# handmade soap market



## Maythorn (Dec 28, 2012)

It seems like it might be getting saturated?  I've looked on Etsy and there are so many pages of handmade soaps I quit at about page 30 although they were quite nice to look at.  But it looked as if there was about 170 pages or more  I started wondering if online is the way to go when you are eventually ready to sell.  Possibly its better to sell at markets or try to have a website of your own?


----------



## Genny (Dec 28, 2012)

I opened an online shop last summer and have gotten some sales, but nothing to brag about.  I do markets and basically use my online shop & FB page as a way for my market customers to find me during the off season.
But I do know that there are many soapers that do excellent on Etsy and other places like that.


----------



## lsg (Dec 28, 2012)

I have a website also, but have never sold a thing from it.  I do better by word of mouth and selling wholesale to local businesses.


----------



## Lindy (Dec 28, 2012)

Although I have an Etsy shop it is more to just have a presence there than anything.
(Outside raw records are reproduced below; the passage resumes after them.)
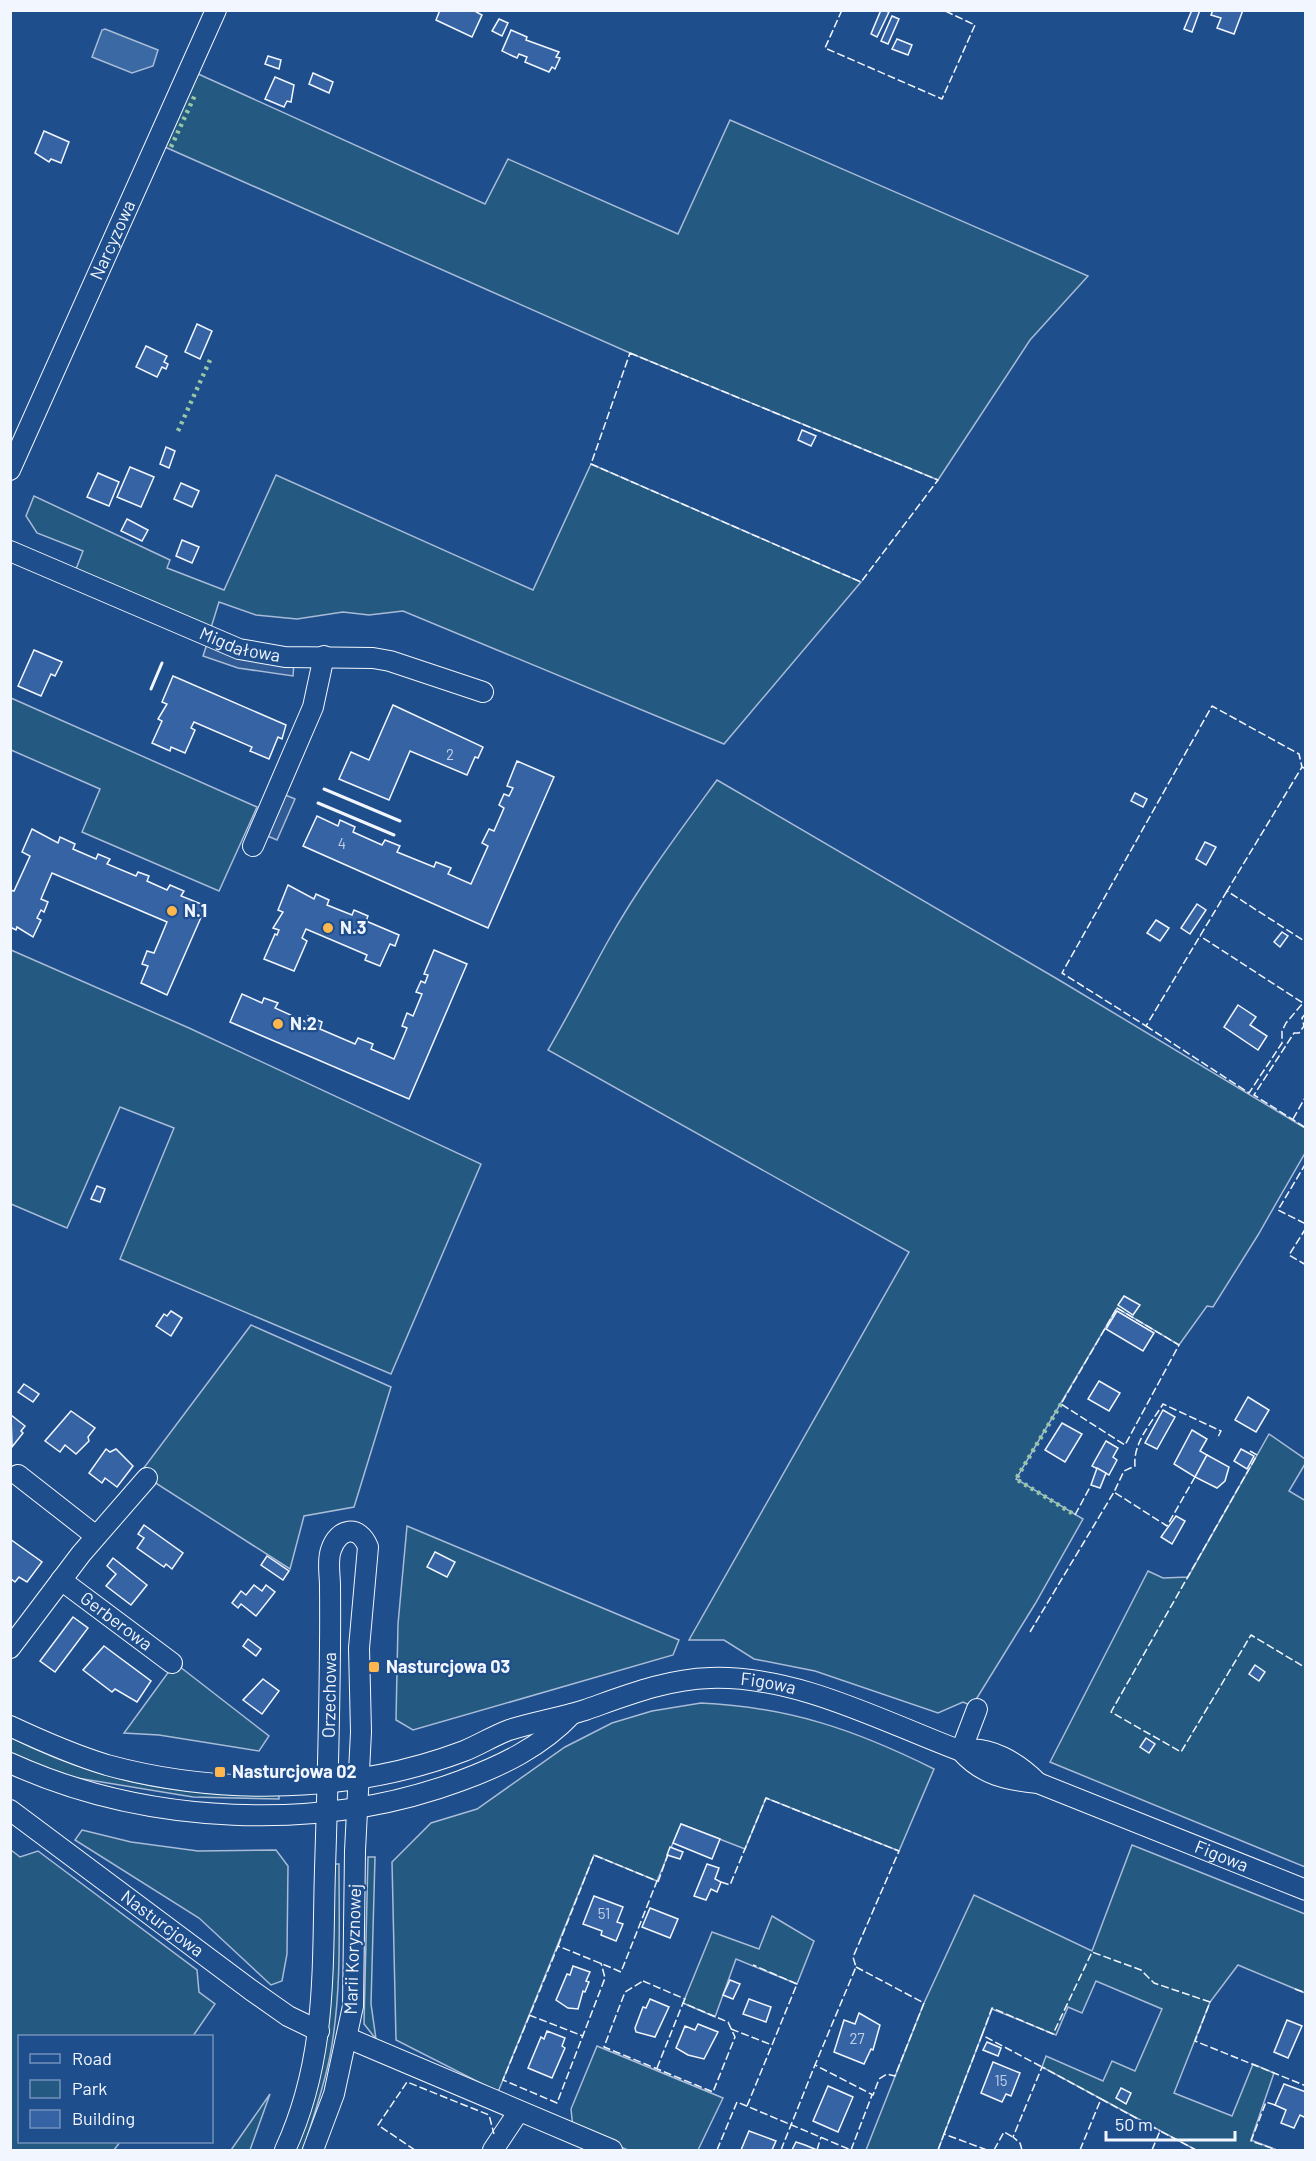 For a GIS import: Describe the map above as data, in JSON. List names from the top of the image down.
{
  "streets": {
    "street": [
      "Narcyzowa",
      "Migdałowa",
      "Gerberowa",
      "Figowa",
      "Orzechowa",
      "Nasturcjowa",
      "Marii Koryznowej"
    ]
  },
  "crossings": [
    ["Figowa", "Orzechowa"],
    ["Figowa", "Marii Koryznowej"],
    ["Orzechowa", "Marii Koryznowej"],
    ["Nasturcjowa", "Marii Koryznowej"]
  ],
  "places": {
    "other": ["N.1", "N.3", "N.2"],
    "transit": ["Nasturcjowa 03", "Nasturcjowa 02"]
  },
  "house_numbers": [
    "2",
    "4",
    "51",
    "27",
    "15"
  ],
  "legend": ["Road", "Park", "Building"],
  "scale_bar": "50 m"
} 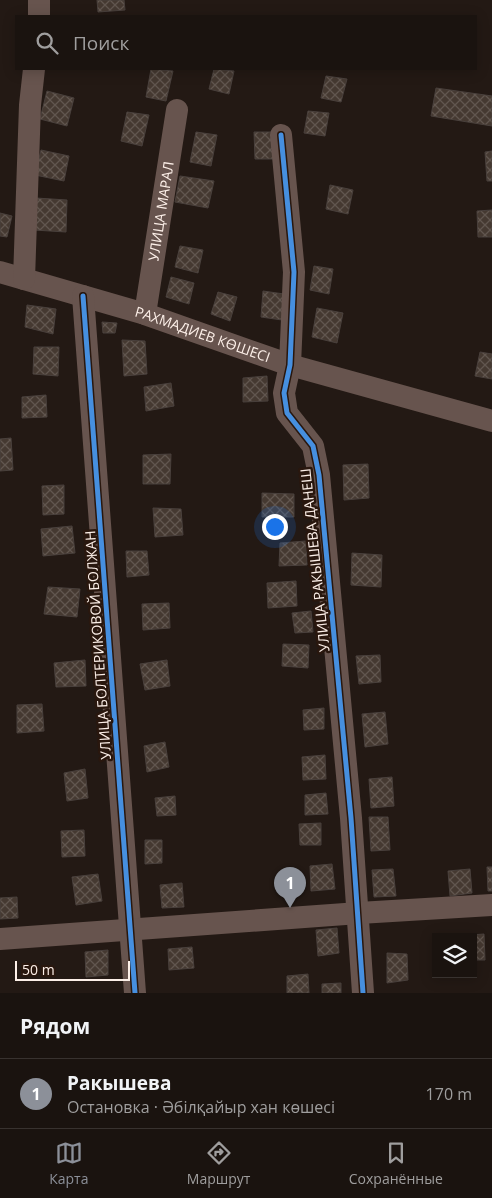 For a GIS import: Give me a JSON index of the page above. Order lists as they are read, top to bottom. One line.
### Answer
{"streets":{"street":["УЛИЦА МАРАЛ","РАХМАДИЕВ КӨШЕСІ","УЛИЦА РАКЫШЕВА ДАНЕШ","УЛИЦА БОЛТЕРИКОВОЙ БОЛЖАН"]},"crossings":[["УЛИЦА МАРАЛ","РАХМАДИЕВ КӨШЕСІ"],["РАХМАДИЕВ КӨШЕСІ","УЛИЦА РАКЫШЕВА ДАНЕШ"],["РАХМАДИЕВ КӨШЕСІ","УЛИЦА БОЛТЕРИКОВОЙ БОЛЖАН"]],"scale_bar":"50 m","page":{"search":"Поиск","pins":"1","scale":"50 m","heading":"Рядом","list":[{"mark":"1","name":"Ракышева","note":"Остановка · Әбілқайыр хан көшесі","value":"170 m"}],"nav":["Карта","Маршрут","Сохранённые"]}} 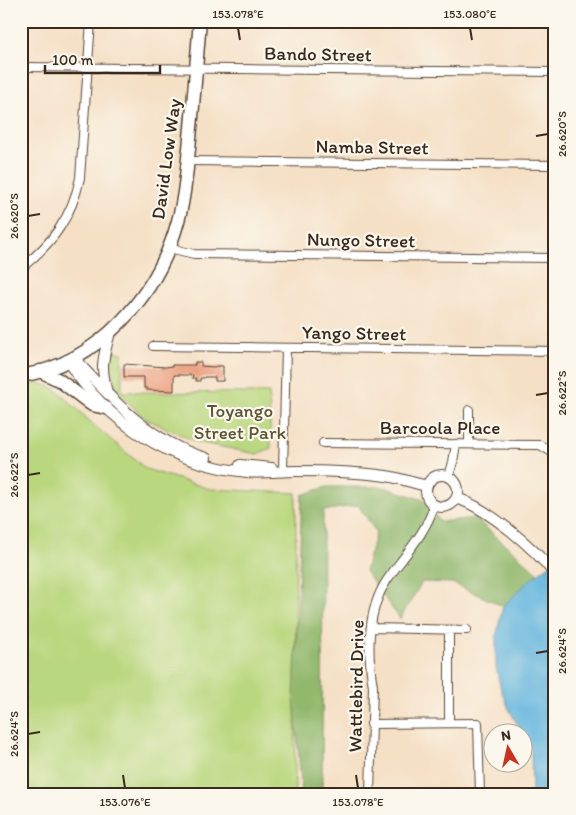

I do get sales off my website but that is by being on forums that my product actually of interest to the members....


----------



## Maythorn (Dec 28, 2012)

Thank you for your input and information on this.  I think my photography block is really going to be an impediment to trying anything online.  I'm just not a camera person and stellar photos seem a requirement to get soaps noticed.  Online you can admire the beauty but not the scent.  At a fair people could smell the soaps and that must help alot.  I take passable photos of family on holidays.  At least soaps will hold still.  Lol.


----------



## Lindy (Dec 29, 2012)

Maythorn I'm thinking about taking a photography course so I can learn to take better product photo's.I think it might be a good investment.  I have the right camera for it, but, well, I need to get better at it.


----------



## Maythorn (Dec 29, 2012)

That's a good idea about taking a class Lindy.   Start from square 1 and really get comfortable with a camera and all the different things you can do with photography.


----------



## Lindy (Dec 30, 2012)

I think it would be so fun and then you can make your photo's be recognizable as your's and the would totally stand out from the crowd.


----------